According to the newspaper, Kerry’s comments came at a closed meeting of ministers representing the countries providing financial assistance to the Palestinian Authority (PA).
The Secretary of State repeatedly raised his voice, emphasizing that Israel and the PA are moving in the direction of a binational state rather than a Palestinian state alongside Israel and are also headed toward war.
Kerry reportedly added that if the international community is interested in putting a halt to these developments, “Either we mean it and we act on it, or we should shut up.”
Western diplomats who were present at the meeting, but who asked not to be identified because the meeting was not public, noted that Kerry was extremely agitated.
While he blasted Israeli communities in Judea and Samaria, the U.S. Secretary of State also expressed criticism of the PA, the sources said, citing the increased number of terror attacks and the incitement against Israel.
However, the thrust of his remarks constituted criticism of what was described as “the unprecedented rate” of construction in Judea and Samaria particular, and Israel’s policies in the region in general, according to Haaretz.

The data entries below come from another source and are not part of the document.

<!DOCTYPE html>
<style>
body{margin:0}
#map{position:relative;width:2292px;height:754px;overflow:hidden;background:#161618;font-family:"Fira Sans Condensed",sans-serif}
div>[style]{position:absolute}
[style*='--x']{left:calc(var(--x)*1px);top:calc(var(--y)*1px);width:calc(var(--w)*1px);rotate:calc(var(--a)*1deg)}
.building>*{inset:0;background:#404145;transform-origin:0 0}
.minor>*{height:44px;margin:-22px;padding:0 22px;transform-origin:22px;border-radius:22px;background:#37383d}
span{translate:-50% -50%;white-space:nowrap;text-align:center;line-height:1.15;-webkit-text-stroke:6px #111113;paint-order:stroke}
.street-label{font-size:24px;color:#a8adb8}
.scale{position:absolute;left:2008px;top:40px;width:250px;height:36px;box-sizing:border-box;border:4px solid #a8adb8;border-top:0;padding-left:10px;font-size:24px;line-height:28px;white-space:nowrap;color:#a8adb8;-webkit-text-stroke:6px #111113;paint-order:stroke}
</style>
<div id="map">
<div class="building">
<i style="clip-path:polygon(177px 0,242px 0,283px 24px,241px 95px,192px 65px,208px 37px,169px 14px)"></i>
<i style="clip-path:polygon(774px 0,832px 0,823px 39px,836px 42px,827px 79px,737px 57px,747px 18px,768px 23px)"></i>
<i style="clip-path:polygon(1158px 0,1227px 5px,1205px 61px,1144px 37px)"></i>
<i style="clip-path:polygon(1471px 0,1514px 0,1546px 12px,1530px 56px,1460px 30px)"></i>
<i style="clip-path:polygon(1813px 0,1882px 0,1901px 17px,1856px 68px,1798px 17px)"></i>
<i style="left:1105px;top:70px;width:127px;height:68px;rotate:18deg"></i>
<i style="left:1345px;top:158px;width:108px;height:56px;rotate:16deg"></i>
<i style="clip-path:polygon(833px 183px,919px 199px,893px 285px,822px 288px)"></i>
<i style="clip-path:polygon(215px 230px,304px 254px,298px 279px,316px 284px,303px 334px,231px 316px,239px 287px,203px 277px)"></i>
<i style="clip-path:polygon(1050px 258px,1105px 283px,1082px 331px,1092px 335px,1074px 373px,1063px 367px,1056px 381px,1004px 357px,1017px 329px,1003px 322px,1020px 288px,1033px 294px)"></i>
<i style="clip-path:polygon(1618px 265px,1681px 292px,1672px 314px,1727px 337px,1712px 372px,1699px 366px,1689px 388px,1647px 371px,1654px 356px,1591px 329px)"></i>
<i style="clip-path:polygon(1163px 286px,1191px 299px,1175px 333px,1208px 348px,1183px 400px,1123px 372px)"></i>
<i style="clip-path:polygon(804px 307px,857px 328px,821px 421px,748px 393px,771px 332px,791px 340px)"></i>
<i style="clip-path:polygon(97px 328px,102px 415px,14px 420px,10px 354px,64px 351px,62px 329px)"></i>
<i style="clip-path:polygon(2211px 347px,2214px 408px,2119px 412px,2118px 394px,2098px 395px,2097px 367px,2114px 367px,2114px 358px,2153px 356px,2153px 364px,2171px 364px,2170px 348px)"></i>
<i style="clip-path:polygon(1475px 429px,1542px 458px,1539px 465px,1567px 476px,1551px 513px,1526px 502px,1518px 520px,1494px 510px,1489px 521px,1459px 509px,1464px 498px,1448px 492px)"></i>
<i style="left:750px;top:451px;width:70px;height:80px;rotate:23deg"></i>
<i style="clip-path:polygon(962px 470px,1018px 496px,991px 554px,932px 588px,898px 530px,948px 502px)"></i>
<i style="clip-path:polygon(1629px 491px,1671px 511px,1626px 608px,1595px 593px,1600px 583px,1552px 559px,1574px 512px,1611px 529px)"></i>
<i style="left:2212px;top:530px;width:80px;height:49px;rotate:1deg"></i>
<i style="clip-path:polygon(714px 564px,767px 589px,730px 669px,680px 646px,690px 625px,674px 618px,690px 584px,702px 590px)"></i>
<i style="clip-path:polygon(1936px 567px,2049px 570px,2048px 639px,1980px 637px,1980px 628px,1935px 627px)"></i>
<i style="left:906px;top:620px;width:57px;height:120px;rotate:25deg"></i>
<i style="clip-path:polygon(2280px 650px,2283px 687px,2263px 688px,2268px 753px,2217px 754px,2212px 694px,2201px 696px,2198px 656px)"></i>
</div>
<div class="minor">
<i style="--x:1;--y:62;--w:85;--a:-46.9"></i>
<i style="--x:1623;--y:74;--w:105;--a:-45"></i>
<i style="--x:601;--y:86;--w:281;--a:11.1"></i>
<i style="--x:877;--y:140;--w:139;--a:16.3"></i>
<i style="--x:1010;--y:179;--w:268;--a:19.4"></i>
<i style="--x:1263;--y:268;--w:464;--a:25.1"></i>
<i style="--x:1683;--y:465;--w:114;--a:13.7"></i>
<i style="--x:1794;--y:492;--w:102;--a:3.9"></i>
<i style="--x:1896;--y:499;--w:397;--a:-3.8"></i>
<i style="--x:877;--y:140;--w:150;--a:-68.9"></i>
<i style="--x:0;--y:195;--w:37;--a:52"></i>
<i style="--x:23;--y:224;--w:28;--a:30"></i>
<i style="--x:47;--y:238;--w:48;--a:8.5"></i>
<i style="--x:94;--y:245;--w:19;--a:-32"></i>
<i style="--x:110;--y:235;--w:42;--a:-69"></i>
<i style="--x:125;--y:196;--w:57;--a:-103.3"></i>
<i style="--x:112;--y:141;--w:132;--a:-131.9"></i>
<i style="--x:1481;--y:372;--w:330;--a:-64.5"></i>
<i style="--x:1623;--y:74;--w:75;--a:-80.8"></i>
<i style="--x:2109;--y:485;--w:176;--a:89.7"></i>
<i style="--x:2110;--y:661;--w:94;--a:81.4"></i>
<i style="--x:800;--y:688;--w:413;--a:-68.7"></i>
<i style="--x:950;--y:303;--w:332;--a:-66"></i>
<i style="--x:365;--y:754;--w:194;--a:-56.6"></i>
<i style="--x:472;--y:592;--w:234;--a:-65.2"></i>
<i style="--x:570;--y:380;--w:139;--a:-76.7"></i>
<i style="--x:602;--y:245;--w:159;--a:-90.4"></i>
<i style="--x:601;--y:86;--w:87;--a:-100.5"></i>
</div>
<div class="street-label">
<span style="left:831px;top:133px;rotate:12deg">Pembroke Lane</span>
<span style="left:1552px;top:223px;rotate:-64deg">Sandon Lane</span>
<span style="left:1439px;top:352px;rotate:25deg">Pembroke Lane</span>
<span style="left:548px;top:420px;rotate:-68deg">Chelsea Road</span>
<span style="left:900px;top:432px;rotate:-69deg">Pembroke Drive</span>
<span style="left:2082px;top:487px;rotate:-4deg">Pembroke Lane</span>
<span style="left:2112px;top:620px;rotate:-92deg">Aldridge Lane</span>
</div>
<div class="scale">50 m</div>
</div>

The Western diplomats quoted by the newspaper noted that Kerry’s comments presented the despair on both sides, but also the understanding emerging not only on Kerry’s part but also among an increasing number of senior White House officials that they need to seriously consider the possibility of promoting a resolution at the United Nations Security Council or at another international forum.
Such a resolution would be promoted immediately after the U.S. presidential election in November, and would deal with the Israeli-Palestinian issue and preserving the option of a two-state solution in the future.
The report comes following recent criticism of Israel by American officials. At his speechbefore the UN General Assembly last week, President Barack Obama called on the PA to recognize Israel but also said that “Israel must understand it can’t permanently continue to build on Palestinian land.”
Following Obama’s speech and before the President’s meeting with Prime Minister Binyamin Netanyahu, Obama’s deputy national security adviser, Ben Rhodes, said the President does not rule out action against the “settlements”, but stressed no specific proposal has been presented to him yet.
At the New York meeting last Wednesday between Netanyahu and Obama, the subject did not come up for discussion, though Obama did tell Netanyahu of his concerns about Israel’s construction in Judea and Samaria.
In interviews the prime minister gave to Israeli television networks over the weekend, he said he hoped Obama would not force a unilateral political solution on Israel.
At last Monday’s conference of countries providing funding to the PA, noted Haaretz, Kerry told the several dozen foreign ministers in attendance that after close to four years of talks with Netanyahu and PA chairman Mahmoud Abbas, he had come to the conclusion that the actions the two have been taking — and, more than that, the actions they are not taking — are deepening the diplomatic stalemate.
Kerry noted that since the release last July of a Quartet report that included a major warning regarding the direction in which the Israelis and Palestinians were headed, there has only been an increase in violence and Palestinian incitement has continued. In addition, plans for 2,400 new housing units in Judea and Samaria were announced and there has been a dramatic increase in Israeli demolition of Palestinian homes, he said.
He reportedly also presented figures indicating that since Obama took office in 2009, the number of Israelis in Judea, Samaria and eastern Jerusalem has increased by 95,000, and that 15,000 of that increase has come in the past year alone.
“How does increasing the number of settlers indicate an attempt to create a Palestinian state?” Kerry asked, raising his voice. “The status quo is not sustainable. So either we mean it and we act on it, or we should shut up.”
“If we really want to get serious about a two-state solution, we need much more than just one-time agreements and improvements. We need to fundamentally change the dynamic by resuming the transition to greater Palestinian civil authority in Area C, which was called for in prior agreements,” he continued, before saying that Israelis and Palestinians are at a crossroads.
“Either we reverse course and take serious steps on the path to a two-state solution, or the momentum of existing actions will carry us further toward an intractable one-state reality that nobody wants and nobody really thinks can work,” he warned.